С учетом того, что Иванов, Одоевцева и Адамович — люди, мягко говоря, «из одной компании», совпадение их рассказов может насторожить. Возможно, Гумилев читал прокламацию Иванову в дни Кронштадта (про «Гришку Распутина» и «Гришку Зиновьева» — колоритная и достоверная деталь); спустя два месяца Одоевцева застала его за поисками этого «важного документа». У беллетризовавших свои воспоминания Иванова и Адамовича эти два эпизода сложились в цельный сюжет. Но суть дела от этого не меняется.
Черновика Гумилев так и не отыскал — и решил, что ничего страшного: ключ-то от квартиры остается у него. И Иванов, и Адамович считают, что ЧК эту бумагу нашла. Мы знаем, что она ее и не искала, удовольствовавшись признанием Гумилева в намерении написать прокламации. За намерение его и расстреляли. Но он свое намерение осуществил — это можно считать несомненно доказанным
[178].
Это первый фигурировавший в деле эпизод. Второй — получение денег.
Одоевцева:
Не рассчитав движения, я вдруг открыла ящик и громко ахнула. Он был весь набит пачками кредиток.
— Николай Степанович, какой вы богатый! Откуда у вас столько денег? — крикнула я, перебивая чтение.
Гумилев вскочил с дивана, подошел ко мне и с треском задвинул ящик, чуть не прищемив мне пальцы…
— Простите… — забормотала я. — Я нечаянно. Я не хотела… Не сердитесь…
— Перестаньте. — Он положил мне руку на плечо. — Вы ни в чем не виноваты. Виноват я, что не запер ящик на ключ. Ведь известна ваша манера вечно все трогать…
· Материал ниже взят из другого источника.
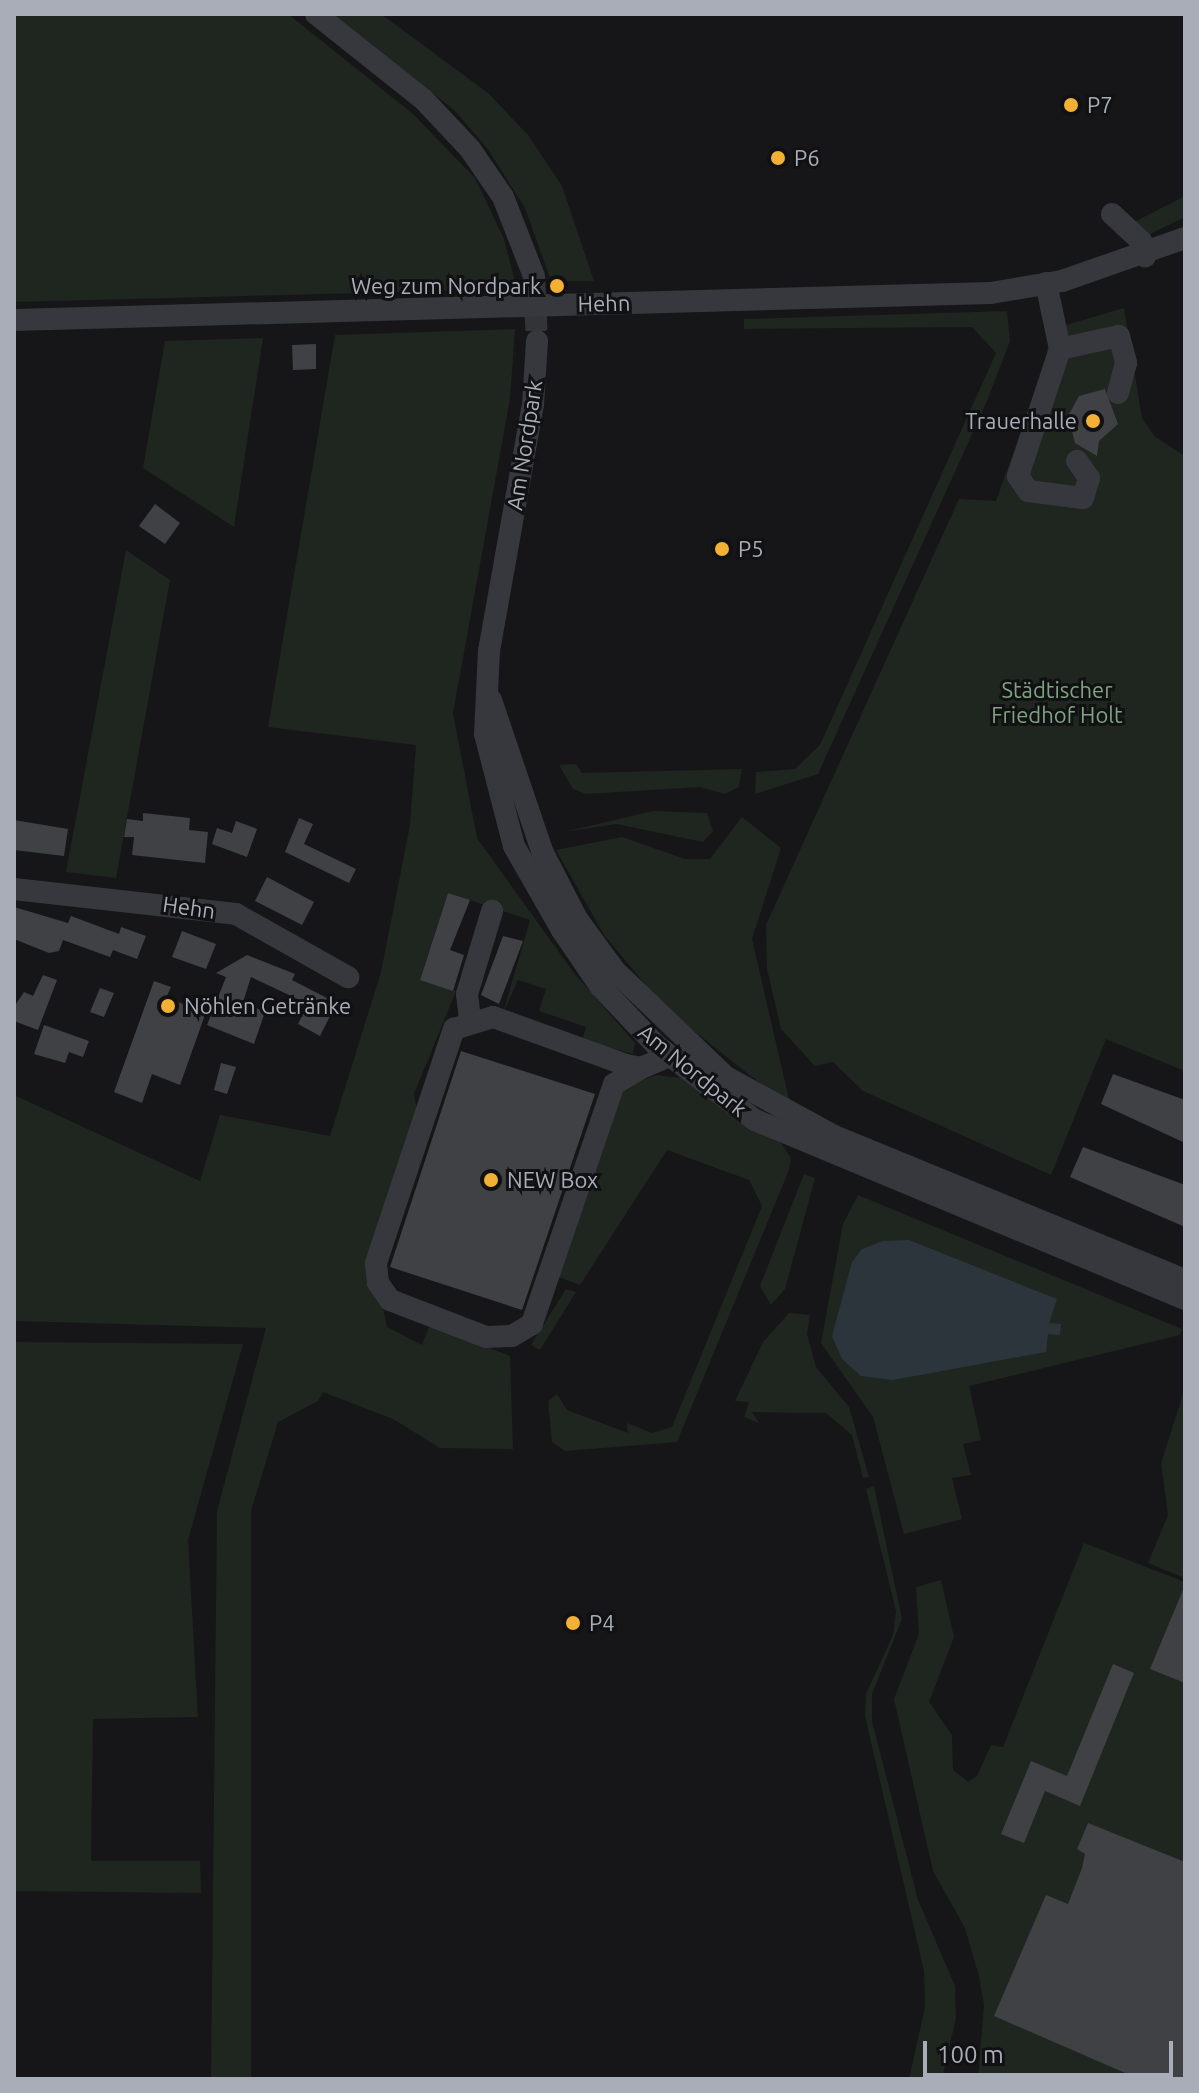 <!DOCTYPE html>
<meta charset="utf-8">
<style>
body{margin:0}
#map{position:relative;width:1199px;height:2093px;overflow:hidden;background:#161618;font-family:Ubuntu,sans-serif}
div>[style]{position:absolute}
.green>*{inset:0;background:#1e261f}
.water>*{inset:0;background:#2c353c}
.building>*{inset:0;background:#404145}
.minor-tunnel>*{height:22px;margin-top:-11px;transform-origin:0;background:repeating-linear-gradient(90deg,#333438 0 22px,transparent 0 33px)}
.minor>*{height:22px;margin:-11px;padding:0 11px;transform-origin:11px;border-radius:11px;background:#37383d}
.dots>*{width:22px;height:22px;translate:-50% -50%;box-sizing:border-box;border:4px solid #111113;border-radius:50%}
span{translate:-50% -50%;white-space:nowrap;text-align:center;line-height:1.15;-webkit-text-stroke:6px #111113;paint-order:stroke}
.poi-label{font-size:22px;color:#a8adb8}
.left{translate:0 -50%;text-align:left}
.right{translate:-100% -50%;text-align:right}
.street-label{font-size:22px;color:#a8adb8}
.park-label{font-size:22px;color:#7fa381}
.frame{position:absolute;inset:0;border:16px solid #a8adb8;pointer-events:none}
.scale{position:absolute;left:923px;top:2041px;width:250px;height:36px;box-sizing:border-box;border:4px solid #a8adb8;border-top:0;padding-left:10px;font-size:24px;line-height:28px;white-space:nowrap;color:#a8adb8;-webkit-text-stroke:6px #111113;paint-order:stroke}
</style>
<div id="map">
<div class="green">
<div style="clip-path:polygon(14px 14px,288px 14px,413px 114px,475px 178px,504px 239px,517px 289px,14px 302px)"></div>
<div style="clip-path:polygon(334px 14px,381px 14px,488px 93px,528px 135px,562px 186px,594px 281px,551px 281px,525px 208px,487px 148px,454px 110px)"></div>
<div style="clip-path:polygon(1185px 196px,1185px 217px,1148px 235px,1134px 222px)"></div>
<div style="clip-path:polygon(1124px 308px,1142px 418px,1154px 436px,1185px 456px,1185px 1071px,1106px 1039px,1051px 1175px,863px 1091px,833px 1062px,815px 1066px,781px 1029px,767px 969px,766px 925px,959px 499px,996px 501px,1047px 359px,1049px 330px)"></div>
<div style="clip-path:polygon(1007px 311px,1010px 341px,987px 401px,818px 774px,755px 794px,756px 772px,795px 769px,820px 745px,996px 353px,972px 327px,744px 329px,744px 319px)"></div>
<div style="clip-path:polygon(515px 329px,510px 399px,453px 713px,477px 838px,574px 973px,635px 1043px,633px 1054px,582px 1040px,586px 1027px,539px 1011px,546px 989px,518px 980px,503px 1013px,530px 920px,448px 893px,420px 979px,456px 991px,414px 1094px,417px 1110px,372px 1256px,387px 1327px,422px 1345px,430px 1324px,510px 1356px,513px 1449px,440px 1448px,393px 1419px,323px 1392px,318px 1401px,278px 1422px,251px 1511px,251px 2079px,211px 2079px,217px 1511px,266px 1328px,14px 1321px,14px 1095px,200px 1181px,220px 1115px,330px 1136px,381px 972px,410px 825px,416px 745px,268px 727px,335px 335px)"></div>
<div style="clip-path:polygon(263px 338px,234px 527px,143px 468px,165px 341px)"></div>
<div style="clip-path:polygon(126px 550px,170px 580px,116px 878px,66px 872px)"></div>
<div style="clip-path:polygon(576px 764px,582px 773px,742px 769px,739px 787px,725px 794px,700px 787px,586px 794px,573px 789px,559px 765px)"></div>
<div style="clip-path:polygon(653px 811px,707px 813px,713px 831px,703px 842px,616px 824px,564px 832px)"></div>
<div style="clip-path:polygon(742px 817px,781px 848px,752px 939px,791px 1108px,665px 1008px,604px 935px,556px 850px,622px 837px,685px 859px,710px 859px)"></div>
<div style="clip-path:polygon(657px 1075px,681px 1078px,781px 1143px,791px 1158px,789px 1170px,677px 1442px,565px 1451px,552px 1442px,548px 1401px,557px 1394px,567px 1410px,628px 1433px,627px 1423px,652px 1433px,672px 1427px,762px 1206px,749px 1180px,667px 1150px,580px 1285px,559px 1277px,624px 1086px)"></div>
<div style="clip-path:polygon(804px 1174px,815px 1178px,785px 1289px,771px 1305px,760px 1286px)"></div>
<div style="clip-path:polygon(858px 1195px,1182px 1329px,1180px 1335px,969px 1386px,981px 1440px,963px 1444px,971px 1475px,952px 1478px,962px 1519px,904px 1534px,873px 1417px,821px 1343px,843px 1224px)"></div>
<div style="clip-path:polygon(566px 1289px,576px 1292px,540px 1350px,531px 1345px)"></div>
<div style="clip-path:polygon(789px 1313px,810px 1315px,807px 1334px,816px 1367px,849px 1407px,869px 1477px,863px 1478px,852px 1435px,826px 1413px,752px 1412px,759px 1423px,744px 1417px,749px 1402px,735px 1401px,763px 1342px)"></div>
<div style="clip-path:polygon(14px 1342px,243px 1344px,188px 1540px,198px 1717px,93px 1719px,91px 1861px,200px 1861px,201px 1893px,14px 1891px)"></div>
<div style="clip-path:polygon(1185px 1388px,1184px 1553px,1185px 1578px,1148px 1563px,1168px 1515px,1161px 1463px)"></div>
<div style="clip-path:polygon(874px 1486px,902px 1619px,872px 1694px,872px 1721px,918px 1900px,955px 1986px,956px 2018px,942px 2079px,909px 2079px,925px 2007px,924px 1971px,865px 1716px,866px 1694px,893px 1635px,896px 1611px,866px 1489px)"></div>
<div style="clip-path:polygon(1084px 1543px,1185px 1582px,1185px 2079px,978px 2079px,984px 2005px,979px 1976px,965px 1928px,933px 1871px,894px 1699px,919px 1634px,916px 1587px,941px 1580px,954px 1637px,929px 1702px,952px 1735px,953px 1770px,968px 1782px,977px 1776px,991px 1745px,1003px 1747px)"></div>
</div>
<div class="water">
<div style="clip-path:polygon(909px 1240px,1057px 1299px,1049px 1323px,1061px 1324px,1060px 1335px,1048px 1334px,1046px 1352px,893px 1380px,861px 1376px,842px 1359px,832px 1336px,852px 1262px,862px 1249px,883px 1241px)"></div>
</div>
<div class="building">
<div style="clip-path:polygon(316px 344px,316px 369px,293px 370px,292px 345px)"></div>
<div style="clip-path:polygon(1105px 389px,1118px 424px,1099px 441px,1097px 456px,1075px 443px,1068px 416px,1079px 396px)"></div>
<div style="clip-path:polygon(155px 504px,180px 523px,165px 544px,139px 526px)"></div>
<div style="clip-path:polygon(143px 813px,190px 818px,189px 830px,208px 832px,205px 863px,132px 855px,134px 837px,124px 837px,127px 819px,143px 821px)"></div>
<div style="clip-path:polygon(299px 818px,313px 824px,304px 844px,356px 869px,349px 883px,285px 852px)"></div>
<div style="clip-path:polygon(14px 820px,68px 829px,64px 856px,14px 850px)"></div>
<div style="clip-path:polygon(236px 821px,257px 829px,247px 857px,212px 844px,217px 828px,232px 833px)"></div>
<div style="clip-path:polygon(267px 877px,314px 902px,302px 925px,255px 901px)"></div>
<div style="clip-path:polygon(448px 893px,470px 900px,450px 950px,464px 955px,453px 991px,420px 980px)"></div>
<div style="clip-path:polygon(14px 907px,68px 923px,71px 916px,119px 934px,121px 927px,146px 936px,137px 959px,113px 950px,110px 957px,63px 940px,59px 951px,49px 953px,14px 939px)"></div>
<div style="clip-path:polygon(182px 931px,216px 944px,206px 969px,172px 957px)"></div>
<div style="clip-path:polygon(503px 936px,523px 941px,499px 1004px,481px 995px)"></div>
<div style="clip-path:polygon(247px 955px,295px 974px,292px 980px,327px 998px,322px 1007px,332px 1012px,320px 1036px,298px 1024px,308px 1004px,251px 977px,243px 1002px,265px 1012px,254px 1044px,207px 1025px,226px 977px,216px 973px)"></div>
<div style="clip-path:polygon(43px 975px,57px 980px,38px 1030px,14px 1021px,14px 1007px,24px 992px,33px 996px)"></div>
<div style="clip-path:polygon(154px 981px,171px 987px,166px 998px,206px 1012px,180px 1085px,152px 1074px,142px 1103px,114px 1092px)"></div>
<div style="clip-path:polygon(100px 988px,114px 993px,104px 1017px,90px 1012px)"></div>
<div style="clip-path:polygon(44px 1025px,89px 1041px,83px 1057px,69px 1052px,65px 1063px,34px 1054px)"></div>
<div style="clip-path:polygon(461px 1051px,595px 1094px,522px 1310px,390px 1267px)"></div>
<div style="clip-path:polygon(221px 1063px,236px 1067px,227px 1094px,214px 1090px)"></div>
<div style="clip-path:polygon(1113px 1074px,1185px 1100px,1185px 1143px,1101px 1104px)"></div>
<div style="clip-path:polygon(1083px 1147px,1185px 1185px,1185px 1227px,1070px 1177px)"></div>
<div style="clip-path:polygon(1185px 1585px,1185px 1683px,1150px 1669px)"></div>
<div style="clip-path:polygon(1113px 1664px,1134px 1673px,1080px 1806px,1045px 1791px,1024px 1843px,1001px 1834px,1031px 1761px,1067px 1776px)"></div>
<div style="clip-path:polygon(1088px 1823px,1185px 1862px,1185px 2079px,1139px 2079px,994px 2016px,1046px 1895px,1068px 1904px,1082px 1868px,1085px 1854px,1077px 1849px)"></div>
</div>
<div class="minor-tunnel">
<div style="left:534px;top:276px;width:65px;rotate:87.4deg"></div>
</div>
<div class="minor">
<div style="left:316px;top:14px;width:138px;rotate:38.5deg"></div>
<div style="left:424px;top:100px;width:67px;rotate:46.8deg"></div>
<div style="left:470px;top:149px;width:58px;rotate:55.5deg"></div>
<div style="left:503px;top:197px;width:85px;rotate:68.6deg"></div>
<div style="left:1112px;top:214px;width:40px;rotate:43deg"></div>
<div style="left:1141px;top:241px;width:16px;rotate:75deg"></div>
<div style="left:1046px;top:283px;width:67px;rotate:78deg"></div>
<div style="left:1060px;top:349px;width:134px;rotate:108.3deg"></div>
<div style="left:1018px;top:476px;width:18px;rotate:56deg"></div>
<div style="left:1028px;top:491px;width:55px;rotate:7.3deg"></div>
<div style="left:1083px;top:498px;width:21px;rotate:-73deg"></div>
<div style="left:1089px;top:478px;width:21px;rotate:-125deg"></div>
<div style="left:14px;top:320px;width:977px;rotate:-1.58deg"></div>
<div style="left:991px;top:293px;width:72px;rotate:-9.6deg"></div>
<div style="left:1062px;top:281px;width:130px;rotate:-19.3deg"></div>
<div style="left:537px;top:341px;width:63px;rotate:93.6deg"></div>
<div style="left:533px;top:404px;width:250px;rotate:100.1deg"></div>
<div style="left:489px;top:650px;width:84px;rotate:92.7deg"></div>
<div style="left:485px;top:734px;width:116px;rotate:75.5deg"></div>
<div style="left:514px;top:846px;width:97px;rotate:60.3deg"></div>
<div style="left:562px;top:930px;width:68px;rotate:55.8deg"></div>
<div style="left:600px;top:986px;width:83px;rotate:46.5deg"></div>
<div style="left:657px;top:1046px;width:123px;rotate:37.1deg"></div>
<div style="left:755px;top:1120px;width:466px;rotate:22.6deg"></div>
<div style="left:1060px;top:349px;width:60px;rotate:-12.4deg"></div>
<div style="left:1119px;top:336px;width:28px;rotate:75deg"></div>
<div style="left:1126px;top:363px;width:31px;rotate:105deg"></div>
<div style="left:491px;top:700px;width:159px;rotate:71.3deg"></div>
<div style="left:542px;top:851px;width:76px;rotate:62.8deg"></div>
<div style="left:577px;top:919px;width:64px;rotate:53.8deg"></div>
<div style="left:615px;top:971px;width:153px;rotate:43.7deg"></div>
<div style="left:726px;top:1077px;width:123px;rotate:28.6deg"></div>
<div style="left:834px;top:1136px;width:379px;rotate:22.3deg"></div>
<div style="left:14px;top:889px;width:223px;rotate:6.4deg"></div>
<div style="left:236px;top:914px;width:129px;rotate:29.4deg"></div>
<div style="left:470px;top:1019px;width:25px;rotate:-97deg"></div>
<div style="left:467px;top:994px;width:87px;rotate:-73.2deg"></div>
<div style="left:641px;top:1068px;width:31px;rotate:149deg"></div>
<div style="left:614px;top:1084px;width:254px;rotate:108.9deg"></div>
<div style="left:532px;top:1324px;width:23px;rotate:149deg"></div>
<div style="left:512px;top:1336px;width:26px;rotate:178deg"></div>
<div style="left:486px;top:1337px;width:103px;rotate:-158.9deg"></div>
<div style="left:390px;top:1300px;width:21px;rotate:-125deg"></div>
<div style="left:378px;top:1283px;width:20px;rotate:-96deg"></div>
<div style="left:376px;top:1263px;width:247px;rotate:-71.6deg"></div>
<div style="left:454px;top:1029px;width:41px;rotate:-17.1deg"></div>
<div style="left:493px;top:1017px;width:141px;rotate:19.8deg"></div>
<div style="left:626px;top:1065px;width:15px;rotate:11deg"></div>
<div style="left:641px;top:1068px;width:30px;rotate:-23deg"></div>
</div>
<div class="dots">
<div style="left:1071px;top:105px;background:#f2b134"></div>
<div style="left:778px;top:158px;background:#f2b134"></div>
<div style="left:557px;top:286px;background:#f2b134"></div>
<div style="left:1093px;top:421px;background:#f2b134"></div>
<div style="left:722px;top:549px;background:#f2b134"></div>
<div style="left:168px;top:1006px;background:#f2b134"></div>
<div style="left:491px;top:1180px;background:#f2b134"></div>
<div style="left:573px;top:1623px;background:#f2b134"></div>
</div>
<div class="poi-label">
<span class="left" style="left:1087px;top:105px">P7</span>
<span class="left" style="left:794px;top:158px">P6</span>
<span class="right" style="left:541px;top:286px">Weg zum Nordpark</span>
<span class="right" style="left:1077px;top:421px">Trauerhalle</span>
<span class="left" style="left:738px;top:549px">P5</span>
<span class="left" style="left:184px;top:1006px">Nöhlen Getränke</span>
<span class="left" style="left:507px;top:1180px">NEW Box</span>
<span class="left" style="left:589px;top:1623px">P4</span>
</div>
<div class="street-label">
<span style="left:604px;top:303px;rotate:-1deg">Hehn</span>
<span style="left:524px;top:445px;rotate:-81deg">Am Nordpark</span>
<span style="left:189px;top:907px;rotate:8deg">Hehn</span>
<span style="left:693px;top:1070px;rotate:39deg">Am Nordpark</span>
</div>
<div class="park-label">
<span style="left:1057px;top:702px">Städtischer<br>Friedhof Holt</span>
</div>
<div class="frame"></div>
<div class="scale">100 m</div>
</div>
И он, взяв с меня клятву молчать, рассказал, что участвует в заговоре. Это не его деньги, а деньги на спасение России. Он стоит во главе ячейки и раздает их членам своей ячейки.
200 тысяч рублей в 1921 году — это всего 5 рублей 60 копеек «старыми». Но тут не все просто. Ю. Зобнин обращает внимание на две детали: во-первых, при аресте Гумилева в числе документов была изъята расписка, выданная Мариэтте Шагинян на 50 тысяч рублей. Зобнин резонно замечает, что трудно «представить себе Гумилева, ссужающего Мариэтте Шагинян сумму на покупку десяти почтовых марок, а затем требующего… расписку в получении денег». Вторая деталь: в ходе поездки на юг Гумилев закупал продукты для Диска. В деле Гумилева сохранились отчеты по этим закупкам с указанием потраченных сумм. Они таковы: за 20 фунтов сахара — 210 рублей, за 4 фунта риса — 20 рублей, за 6 фунтов гречневой крупы — 30 рублей. Исследователь задается вопросом: может быть, были в хождении какие-то другие рубли, более полновесные?
Да, были. Весной 1921 года правительство РСФСР начало выпускать серебряные рублевые монеты. Это был первый шаг в борьбе с гиперинфляцией (которая была подавлена лишь несколько лет спустя — и борьба с которой, между прочим, входила в программу Таганцева). Так что сумма, полученная Гумилевым, могла быть и вполне солидной (и именно из этих, чужих, выданных на дело и неиспользованных, денег он давал Шагинян в долг — потому и расписка).